I’m sparked to write this after seeing this headline: Guggenheim Abu Dhabi on hold. The latest in Frank Ghery’s franchise of build-it-and-they-will-come seems to be hanging fire. Interesting how this is happening at the center of the Neo-Liberal Utopia of consumer delights that is Abu Dhabi. Funny how chimeras and mirages are always connected with deserts, look at Las Vegas, the closest thing we have, equally built on the back of unfiltered yearning and naked wish-fulfillment. On the Arabian Peninsula this is literally fueled by oil. In Vegas it’s indirectly fueled by oil underneath another form of mining, the strip mining of anyone they can lure into their caverns and seduce into giving up their lives, measured both in their time and their dreams, as well as in taking their money.
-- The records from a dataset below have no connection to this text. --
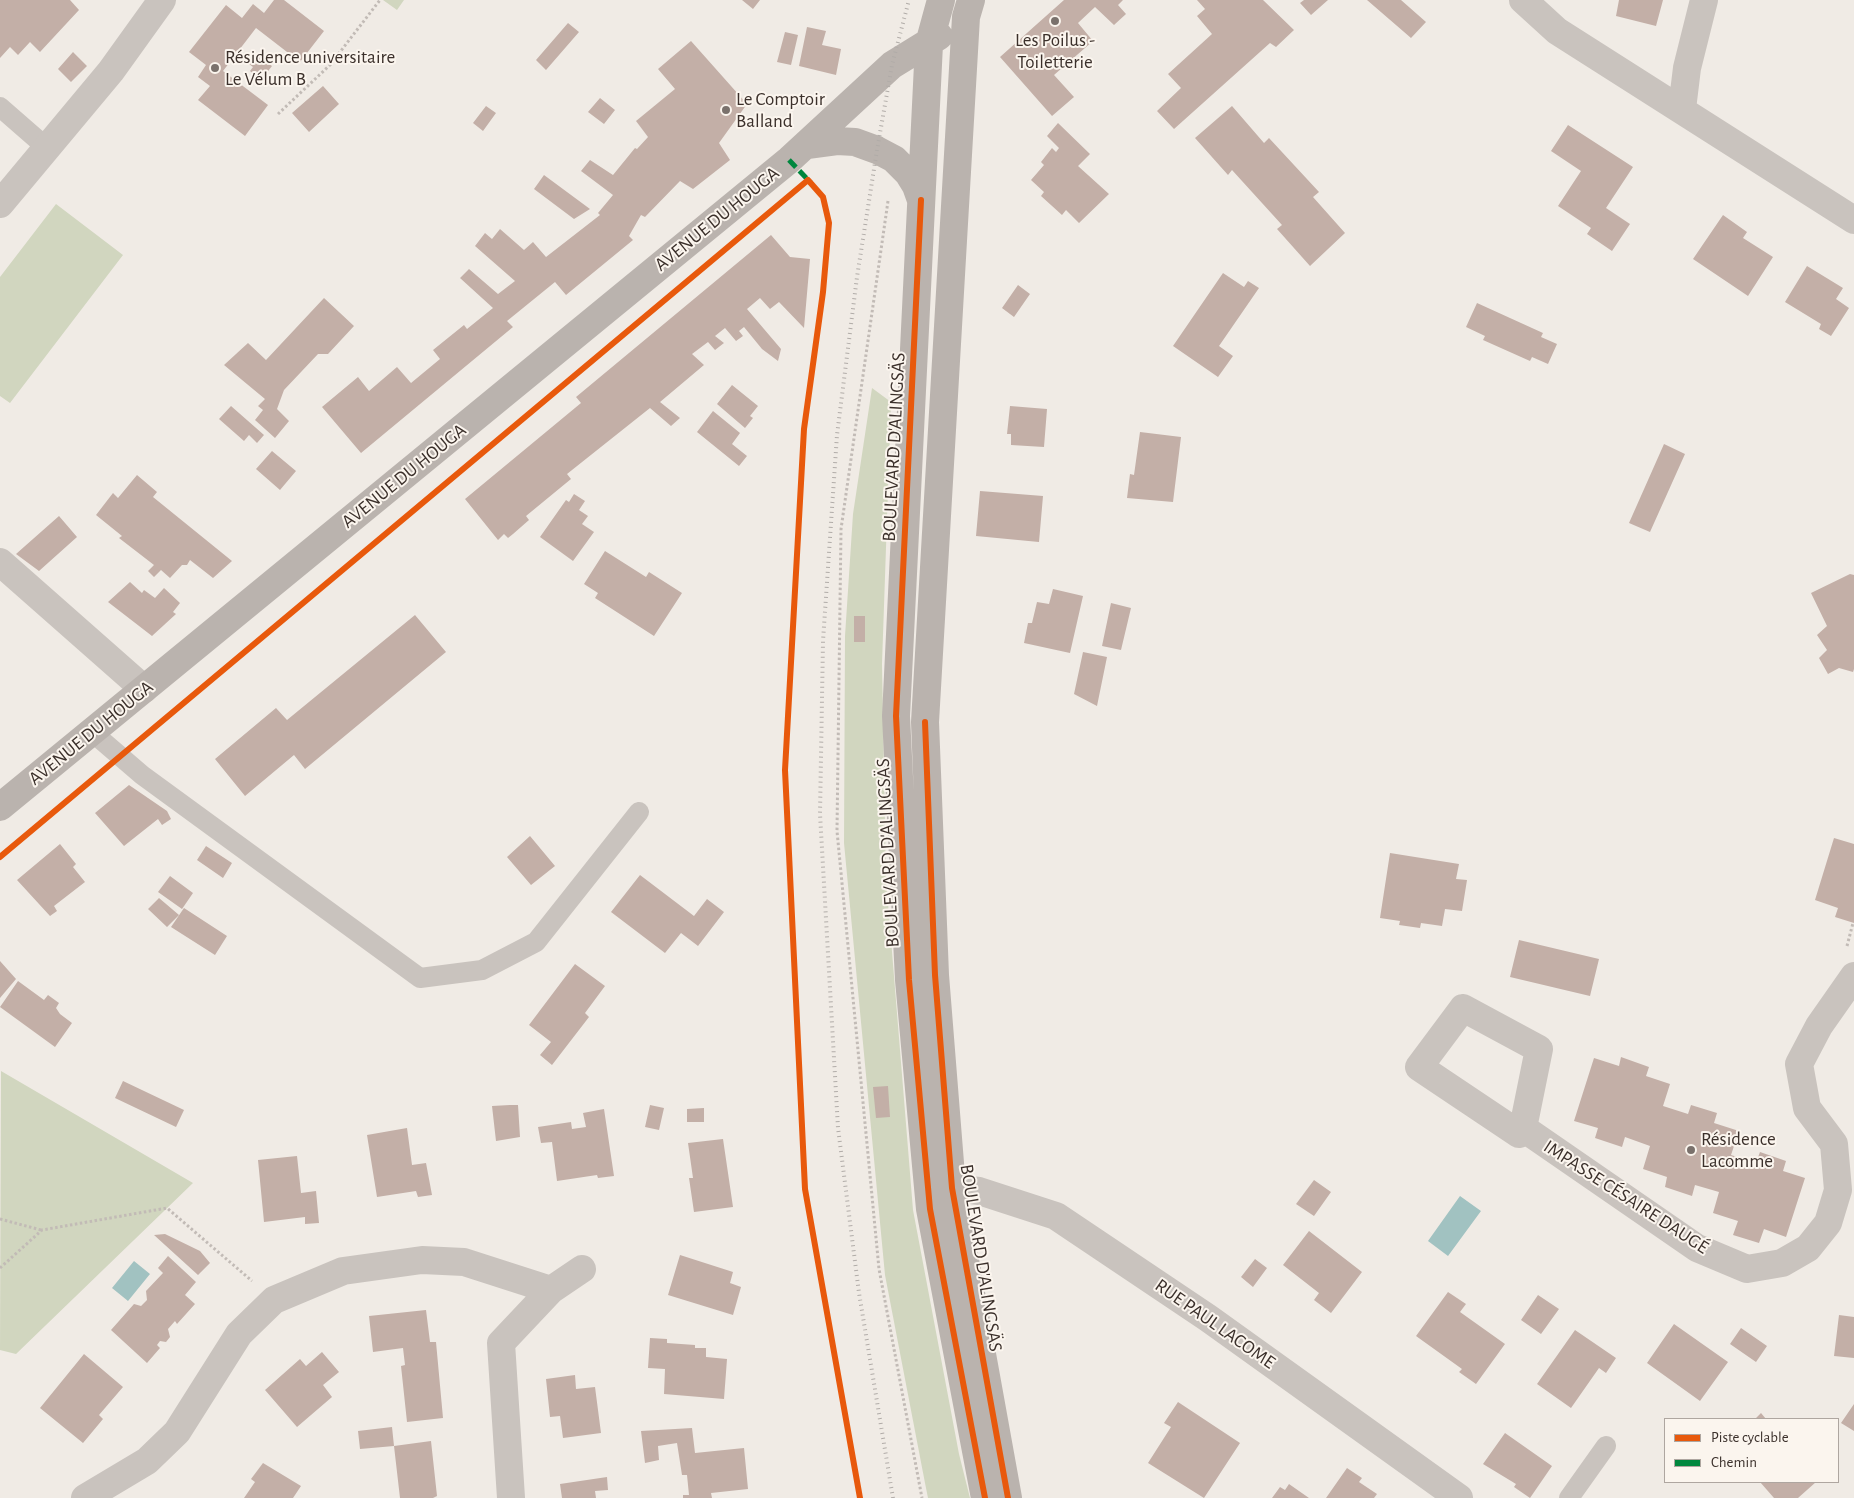 <!DOCTYPE html>
<html>
<head>
<meta charset="utf-8">
<style>
	body { margin:0 }
	#map { position:relative; width:1854px; height:1498px; overflow:hidden; background:#f0ebe5; font-family:"Alegreya Sans",sans-serif }
	canvas { display:block }
	.legend { position:absolute; left:1664px; top:1418px; width:175px; height:65px; box-sizing:border-box; background:#fbf5ee; border:1px solid #aea6a0; margin:0; padding:6px 9px; list-style:none; font-size:15px; color:#3b302b }
	.legend li { display:flex; align-items:center; gap:10px; height:25px }
	.legend b { width:25px; border:1px solid #aea6a0 }
</style>
</head>
<body>
<div id="map">
<canvas width="1854" height="1498"></canvas>
<ul class="legend">
<li><b style="height:6px;background:#e8590c"></b>Piste cyclable</li>
<li><b style="height:6px;background:#00873e"></b>Chemin</li>
</ul>
</div>
<script>
const c = document.querySelector('canvas').getContext('2d');
c.lineJoin = 'round';
function paint(path, color) { c.fillStyle = color; c.fill(path, 'evenodd'); }
const poly = rows => new Path2D(rows.map(r => 'M' + r).join(''));
function stroke(path, color, width, dash) { c.strokeStyle = color; c.lineWidth = width; c.lineCap = dash ? 'butt' : 'round'; c.setLineDash(dash || []); c.stroke(path); }
function drawText(font, color, halo, rows, align = 'center') {
  c.font = font + ' "Alegreya Sans",sans-serif'; c.lineWidth = 4; c.setLineDash([]); c.textBaseline = 'middle'; c.strokeStyle = halo; c.fillStyle = color; for (const [text, x, y, turn = 0] of rows) {
    c.save(); c.translate(x, y); c.rotate((+turn || 0) * Math.PI / 180); c.textAlign = isNaN(turn) ? turn : align; if (halo) c.strokeText(text, 0, 0); c.fillText(text, 0, 0); c.restore();
  }
}
paint(poly([
	[383,0,404,0,397,10],
	[56,204,123,255,10,403,0,396,0,277],
	[872,388,891,402,882,664,886,878,913,1210,959,1454,970,1498,928,1498,925,1483,885,1275,844,843,845,636,853,514],
	[1,1071,193,1183,16,1354,0,1350]
]), '#d1d6bf');
paint(poly([
	[1460,1196,1481,1211,1448,1256,1428,1241],
	[134,1261,150,1274,128,1301,112,1288]
]), '#a1c2c1');
paint(poly([
	[0,0,70,0,79,10,40,52,30,42,18,55,10,47,0,58],
	[274,0,284,0,324,31,300,62,256,28,223,71,268,105,245,136,198,100,210,86,198,77,206,65,189,52,226,5,242,18,253,4,264,13],
	[742,0,760,0,753,9],
	[1064,0,1123,0,1118,5,1126,14,1114,25,1095,7,1078,23,1093,41,1054,75,1074,97,1052,116,1000,57],
	[1197,0,1263,0,1294,30,1276,47,1270,43,1174,129,1157,111,1181,88,1168,74,1212,34,1197,16,1205,9],
	[1304,0,1328,0,1311,15,1300,3],
	[1367,0,1401,0,1426,22,1411,38],
	[1619,0,1663,0,1656,26,1616,16],
	[568,23,579,32,546,70,536,60],
	[807,27,826,31,822,45,841,49,836,75,799,66],
	[785,32,798,35,791,65,777,62],
	[691,41,747,104,719,143,730,160,693,189,680,181,645,217,641,215,629,236,633,240,566,295,555,282,507,321,513,327,361,453,322,407,358,377,369,391,397,367,411,383,440,359,433,350,464,325,467,329,493,308,460,278,469,269,498,294,515,281,475,246,485,233,492,239,500,229,524,250,533,242,546,257,600,215,598,213,613,195,581,171,590,160,613,175,635,148,637,149,648,137,636,121,675,89,658,69],
	[73,52,87,66,71,82,58,69],
	[263,54,271,60,269,64,272,66,265,75,262,73,258,78,250,71,253,67,249,64,257,55,260,58],
	[323,86,339,104,309,132,292,113],
	[600,98,615,110,604,124,588,112],
	[486,106,496,113,483,131,473,123],
	[1232,106,1264,143,1269,138,1319,192,1313,197,1345,233,1310,266,1277,229,1282,225,1232,170,1228,175,1195,138],
	[1058,123,1090,154,1078,166,1109,194,1079,223,1066,210,1062,215,1041,196,1044,192,1031,180,1044,165,1041,162,1052,148,1056,152,1059,148,1047,136],
	[1568,125,1633,167,1606,208,1630,224,1612,251,1587,234,1591,228,1558,206,1581,171,1551,151],
	[544,175,590,209,574,219,534,189],
	[1723,215,1747,232,1743,238,1773,257,1748,296,1693,259],
	[771,235,790,257,810,259,804,328,779,302,770,309,760,298,747,309,781,349,778,361,762,349,744,327,739,331,743,336,736,341,725,328,715,336,724,343,715,350,708,342,692,354,704,365,660,402,680,418,671,426,650,408,567,474,571,479,526,516,529,520,513,534,508,538,504,534,498,540,465,499,581,403,576,397],
	[1807,266,1843,288,1836,299,1849,308,1831,336,1819,329,1821,324,1785,302],
	[1223,273,1244,287,1248,281,1259,288,1219,346,1233,356,1218,377,1173,346],
	[1018,285,1030,294,1014,317,1002,308],
	[324,298,354,326,328,354,318,354,284,390,277,409,289,421,275,438,255,420,263,410,258,406,265,399,224,365,248,343,266,360],
	[1477,303,1543,333,1541,337,1557,344,1548,364,1532,357,1530,361,1483,340,1485,336,1466,327],
	[732,385,758,406,750,416,753,418,745,428,717,404],
	[231,406,264,435,257,443,249,435,244,441,219,419],
	[1010,406,1047,409,1044,447,1011,445,1011,434,1007,434],
	[713,411,740,433,732,444,747,456,739,466,697,432],
	[1140,432,1181,437,1173,502,1127,498,1130,474,1134,475],
	[1664,444,1685,454,1650,532,1629,523],
	[272,451,296,471,280,490,256,469],
	[137,475,157,492,153,497,232,561,213,578,190,560,187,565,182,565,170,578,161,570,154,577,148,571,154,565,119,538,122,536,96,515,113,493,118,498],
	[980,491,1043,496,1039,542,976,536],
	[574,494,585,501,579,510,588,516,582,524,594,532,573,561,540,537,566,500,569,502],
	[59,516,77,537,39,571,16,554],
	[605,551,646,577,649,572,682,593,654,636,595,598,598,593,584,584],
	[1850,574,1854,575,1854,669,1853,672,1839,668,1828,674,1819,658,1827,650,1817,635,1827,626,1811,593],
	[130,582,142,593,144,590,155,598,164,588,180,603,173,612,176,614,152,636,108,602],
	[1053,589,1083,596,1070,653,1024,643,1028,623,1032,623,1037,602,1049,604],
	[1111,603,1131,608,1121,650,1102,646],
	[415,615,446,652,305,769,294,755,245,796,215,759,276,708,287,720],
	[854,616,865,616,865,642,854,642],
	[1083,652,1107,657,1097,706,1074,694],
	[129,785,167,811,171,819,162,825,158,819,124,846,95,813],
	[530,836,555,866,531,885,507,857],
	[1834,838,1854,844,1854,923,1835,917,1838,908,1815,900],
	[60,844,76,864,73,867,85,882,54,906,57,911,50,916,17,880],
	[206,846,232,863,223,878,197,860],
	[1390,853,1459,864,1456,879,1467,880,1462,911,1445,909,1442,926,1421,923,1420,928,1399,925,1400,921,1380,918],
	[640,875,694,916,707,899,724,912,698,946,681,933,665,953,611,912],
	[170,876,193,893,182,909,158,892],
	[159,898,179,915,167,927,148,909],
	[184,908,227,936,215,955,171,927],
	[1519,940,1599,959,1590,996,1510,977],
	[0,961,16,979,0,998],
	[575,964,605,986,585,1013,589,1017,552,1065,540,1055,551,1042,529,1025],
	[18,981,44,1000,48,995,59,1003,56,1008,60,1014,72,1023,55,1047,0,1007],
	[1621,1057,1649,1067,1646,1076,1670,1084,1663,1106,1688,1114,1691,1105,1717,1113,1714,1123,1739,1131,1731,1155,1756,1163,1760,1152,1786,1161,1783,1171,1805,1178,1786,1237,1764,1229,1759,1243,1733,1235,1738,1221,1713,1213,1719,1192,1695,1185,1692,1196,1665,1187,1667,1177,1643,1169,1650,1146,1625,1137,1622,1147,1595,1138,1598,1128,1574,1121,1594,1058,1619,1066],
	[123,1081,184,1110,176,1127,115,1098],
	[888,1086,890,1117,876,1118,873,1087],
	[510,1105,518,1105,520,1137,496,1141,492,1106],
	[650,1105,664,1108,659,1130,645,1127],
	[704,1108,704,1122,687,1122,687,1109],
	[604,1109,614,1176,598,1178,597,1175,557,1181,552,1142,541,1143,538,1127,571,1122,572,1129,586,1127,583,1113],
	[407,1128,412,1165,426,1163,432,1195,418,1197,416,1191,377,1197,367,1135],
	[723,1139,733,1207,694,1212,689,1178,693,1178,688,1143],
	[297,1156,301,1193,316,1191,319,1223,305,1224,305,1217,264,1222,258,1160],
	[1314,1180,1331,1192,1314,1216,1296,1204],
	[1309,1231,1362,1272,1331,1313,1314,1300,1319,1293,1283,1265],
	[165,1234,200,1251,210,1263,198,1275,154,1235],
	[680,1255,733,1272,730,1283,741,1287,733,1315,668,1295],
	[168,1256,196,1282,185,1295,195,1304,177,1324,175,1321,168,1329,170,1337,166,1342,160,1341,157,1345,160,1348,147,1363,111,1330,134,1304,141,1306,147,1300,146,1291,163,1273,158,1268],
	[1255,1259,1267,1268,1253,1287,1241,1277],
	[1448,1292,1466,1304,1460,1312,1505,1344,1476,1384,1459,1372,1462,1369,1416,1336],
	[1538,1295,1559,1309,1541,1334,1521,1320],
	[426,1310,430,1342,436,1342,443,1418,407,1422,401,1366,405,1365,403,1348,373,1352,369,1316],
	[1839,1315,1854,1317,1854,1358,1834,1356],
	[1674,1324,1728,1362,1700,1401,1647,1363],
	[1741,1328,1767,1346,1756,1362,1730,1344],
	[1575,1330,1616,1358,1606,1373,1599,1368,1571,1408,1537,1384],
	[650,1338,667,1339,667,1343,695,1345,695,1348,706,1348,706,1357,727,1359,724,1399,664,1394,665,1369,648,1368],
	[322,1352,339,1372,323,1385,332,1397,297,1427,265,1390,300,1359,306,1366],
	[84,1354,123,1387,99,1415,103,1419,83,1443,40,1408],
	[575,1375,576,1389,595,1387,601,1433,563,1438,560,1416,550,1417,546,1379],
	[1178,1402,1240,1443,1204,1498,1148,1463,1171,1427,1164,1423],
	[1854,1404,1854,1431,1841,1423],
	[1761,1413,1766,1419,1755,1419],
	[392,1427,394,1446,360,1449,358,1431],
	[692,1428,695,1453,744,1448,748,1489,711,1493,712,1498,683,1498,683,1495,689,1495,687,1475,682,1475,677,1443,658,1446,659,1460,645,1463,641,1431],
	[1505,1433,1552,1466,1530,1498,1514,1487,1516,1484,1483,1464],
	[431,1441,437,1496,433,1498,400,1498,394,1446],
	[263,1463,301,1486,293,1498,244,1498,255,1482,251,1479],
	[1347,1468,1362,1478,1359,1482,1377,1494,1374,1498,1326,1498],
	[607,1477,608,1490,595,1491,596,1498,562,1498,560,1484],
	[1760,1482,1816,1482,1798,1498,1774,1498],
	[1289,1484,1309,1498,1272,1498,1280,1487,1285,1490]
]), '#c3afa7');
stroke(poly([
	[278,114,330,65,380,0],
	[888,201,841,529,837,831,879,1269,922,1498],
	[1847,946,1853,923],
	[0,1219,41,1230],
	[0,1268,42,1230,167,1208,252,1281]
]), '#c2bbb6', 3, [2.5, 2.5]);
stroke(poly([
	[0,107,47,148],
	[92,732,142,775,420,978,482,970,536,942,639,812],
	[1569,1498,1606,1446]
]), '#c9c3be', 20);
stroke(poly([
	[1523,0,1557,31,1854,220],
	[1682,109,1687,68,1704,0],
	[0,204,111,71,162,0],
	[0,562,144,689],
	[1463,1008,1539,1049,1523,1128,1519,1134,1419,1067,1463,1008],
	[1523,1128,1697,1248,1747,1269,1782,1263,1808,1248,1828,1223,1838,1190,1834,1144,1807,1108,1799,1064,1819,1026,1854,976],
	[952,1188,979,1191,1056,1216,1208,1318,1459,1498],
	[85,1498,147,1461,177,1432,239,1334,274,1300,343,1271,422,1260,464,1262,551,1290],
	[511,1498,501,1343,551,1290,582,1269]
]), '#c9c3be', 28);
stroke(poly([
	[941,0,929,44,896,716,909,980,930,1209,985,1498],
	[971,0,966,17,925,722,935,975,952,1188,1008,1498],
	[807,145,837,141,855,142,877,150,894,159,908,173,916,186,921,200],
	[0,807,789,160,892,65,939,36]
]), '#bab3ae', 28);
stroke(poly([
	[893,1498,859,1293,838,1128,820,814,823,641,837,435,857,277,877,150,892,65,909,0]
]), '#b1aca8', 4, [1, 4]);
stroke(poly([
	[789,160,811,183]
]), '#00873e', 5, [10, 5]);
stroke(poly([
	[921,200,896,716,909,980,930,1209,985,1498],
	[925,722,935,975,952,1188,1008,1498],
	[0,857,808,180,823,197,829,223,823,292,804,429,785,770,805,1189,860,1498]
]), '#e8590c', 6);
for (const [x, y, r, color] of [
	[1055,21,5,"#7a716c"],
	[215,68,5,"#7a716c"],
	[726,110,5,"#7a716c"],
	[1691,1150,5,"#7a716c"]
]) { const dot = new Path2D(); dot.arc(x, y, r, 0, 2 * Math.PI); c.fillStyle = color; c.fill(dot); stroke(dot, '#fbf5ee', 2); }
drawText('19px', '#3b302b', '#fbf5ee', [
	["Les Poilus -",1055,40,"center"],
	["Toiletterie",1055,62,"center"],
	["Résidence universitaire",225,57],
	["Le Vélum B",225,79],
	["Le Comptoir",736,99],
	["Balland",736,121],
	["Résidence",1701,1139],
	["Lacomme",1701,1161]
], 'left');
drawText('19px', '#3b302b', '#fbf5ee', [
	["AVENUE DU HOUGA",717,219,-39],
	["BOULEVARD D'ALINGSÄS",894,447,-87],
	["AVENUE DU HOUGA",404,476,-39],
	["AVENUE DU HOUGA",91,733,-39],
	["BOULEVARD D'ALINGSÄS",888,853,-93],
	["IMPASSE CÉSAIRE DAUGÉ",1626,1197,33],
	["BOULEVARD D'ALINGSÄS",981,1258,81],
	["RUE PAUL LACOME",1215,1324,35]
]);
</script>
</body>
</html>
That architecture as the public expenditure of great sums to build monuments to an individual’s fancy celebrated as the pinnacle of freedom and expected to pay for itself by being packaged as a commodified experience would falter in this place is telling. On the heels of the stagnation of other monuments to sheer hubris that have faltered in the Gulf States and elsewhere, this notes a watershed moment. Let’s hope.
But if architecture isn’t about “self-expression” drummed up to a fever pitch and marketed as a form of spectacle, then what is it? This question spreads out to cover all aspects of design.